O ar condicionado do trabalho não estava muito alto e passei o dia com frio. Algures durante a manhã, apercebi-me de que com movimentos minúsculos, me doíam as pernas. Quando andava, doíam-me as pernas. Às vezes, quando estava quieta, doíam-me as pernas.

O que é que aconteceu? Estava tanto frio que a pele ficou para lá de seca, mesmo com os cinquenta mil cremes. Vocês não estão a imaginar o aspecto das minhas pernas quando me despi em casa. 

Hoje, apesar de mais frio, já não sofri o mesmo (só comichões muito chatas). O escritório estava mais quente e levei umas calças fluídas que, ao mexerem, não me aleijam.

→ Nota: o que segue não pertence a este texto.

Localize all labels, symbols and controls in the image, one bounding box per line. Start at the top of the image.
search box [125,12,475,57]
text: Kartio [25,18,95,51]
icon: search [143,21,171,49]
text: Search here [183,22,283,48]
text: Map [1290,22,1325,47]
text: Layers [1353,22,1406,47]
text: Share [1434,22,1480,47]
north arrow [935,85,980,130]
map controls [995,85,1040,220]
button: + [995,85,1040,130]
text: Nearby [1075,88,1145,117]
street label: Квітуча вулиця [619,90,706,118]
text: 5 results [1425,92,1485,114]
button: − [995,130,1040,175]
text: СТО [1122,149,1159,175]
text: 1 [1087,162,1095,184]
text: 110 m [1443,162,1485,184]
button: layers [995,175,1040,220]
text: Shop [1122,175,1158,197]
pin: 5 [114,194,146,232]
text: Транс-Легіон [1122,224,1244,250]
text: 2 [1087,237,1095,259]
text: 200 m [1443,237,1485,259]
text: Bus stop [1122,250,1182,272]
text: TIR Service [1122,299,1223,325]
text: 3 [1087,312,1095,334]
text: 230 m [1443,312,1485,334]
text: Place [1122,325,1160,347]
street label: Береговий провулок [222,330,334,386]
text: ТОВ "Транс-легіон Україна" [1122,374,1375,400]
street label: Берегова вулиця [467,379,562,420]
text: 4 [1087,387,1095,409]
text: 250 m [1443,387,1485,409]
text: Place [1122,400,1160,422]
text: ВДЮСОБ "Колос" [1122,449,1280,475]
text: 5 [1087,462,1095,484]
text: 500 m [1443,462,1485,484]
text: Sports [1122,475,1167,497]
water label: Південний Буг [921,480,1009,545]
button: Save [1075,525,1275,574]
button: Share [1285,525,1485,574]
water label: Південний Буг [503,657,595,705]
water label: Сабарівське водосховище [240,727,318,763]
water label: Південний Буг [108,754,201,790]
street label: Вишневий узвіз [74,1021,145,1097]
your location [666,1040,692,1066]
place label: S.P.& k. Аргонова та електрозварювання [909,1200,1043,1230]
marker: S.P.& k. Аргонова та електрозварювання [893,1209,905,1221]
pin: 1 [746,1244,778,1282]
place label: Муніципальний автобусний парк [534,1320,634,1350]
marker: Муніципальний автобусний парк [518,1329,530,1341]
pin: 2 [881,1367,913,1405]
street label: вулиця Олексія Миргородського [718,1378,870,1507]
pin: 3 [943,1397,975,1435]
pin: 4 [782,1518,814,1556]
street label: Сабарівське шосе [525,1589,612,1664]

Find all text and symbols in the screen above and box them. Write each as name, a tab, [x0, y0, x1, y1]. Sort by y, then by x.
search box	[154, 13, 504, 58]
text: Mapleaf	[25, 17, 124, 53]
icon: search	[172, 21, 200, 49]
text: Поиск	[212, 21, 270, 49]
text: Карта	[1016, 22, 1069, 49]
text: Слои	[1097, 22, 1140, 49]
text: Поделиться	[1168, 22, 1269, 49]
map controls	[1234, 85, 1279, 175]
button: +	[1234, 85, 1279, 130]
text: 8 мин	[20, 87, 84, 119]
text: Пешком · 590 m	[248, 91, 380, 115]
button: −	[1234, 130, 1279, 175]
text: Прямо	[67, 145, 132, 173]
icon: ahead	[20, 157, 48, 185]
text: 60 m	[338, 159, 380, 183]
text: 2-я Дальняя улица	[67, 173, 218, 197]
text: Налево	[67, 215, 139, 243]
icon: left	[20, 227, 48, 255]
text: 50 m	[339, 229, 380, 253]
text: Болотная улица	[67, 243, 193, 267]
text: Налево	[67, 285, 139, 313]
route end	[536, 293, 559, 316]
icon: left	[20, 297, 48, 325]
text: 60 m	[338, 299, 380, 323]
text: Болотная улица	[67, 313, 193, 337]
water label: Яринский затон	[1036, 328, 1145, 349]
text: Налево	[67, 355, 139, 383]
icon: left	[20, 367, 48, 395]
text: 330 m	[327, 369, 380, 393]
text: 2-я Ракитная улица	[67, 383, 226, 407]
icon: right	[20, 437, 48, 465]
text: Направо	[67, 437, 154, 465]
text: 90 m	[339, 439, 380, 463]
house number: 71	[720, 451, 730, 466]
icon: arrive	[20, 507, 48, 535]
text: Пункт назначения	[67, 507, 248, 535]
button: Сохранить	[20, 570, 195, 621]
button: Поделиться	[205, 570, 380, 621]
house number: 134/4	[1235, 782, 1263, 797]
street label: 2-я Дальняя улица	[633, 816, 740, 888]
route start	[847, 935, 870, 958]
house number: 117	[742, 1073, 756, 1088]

Pronto, é isto a minha vida agora. Mete creme, mete mais creme, mete ainda mais creme. Usar calças leves (só tenho dois pares, acho que os vou intercalar o resto da semana). Cortar as unhas rentes para não fazer sangue. Quando tenho comichões pensar em unicórnios. Esperar até dia 21.

Sim! Dia 21 tenho consulta de fototerapia. A espera de 4 horas nas urgências, na sexta passada, serviu de alguma coisa. O tratamento já não está muito longe, felizmente. Se não, acho que dava em maluca.

Se bem que a prescrição daquilo dizia fotoquimioterapia e assustou-me um bocado. Logo se vê.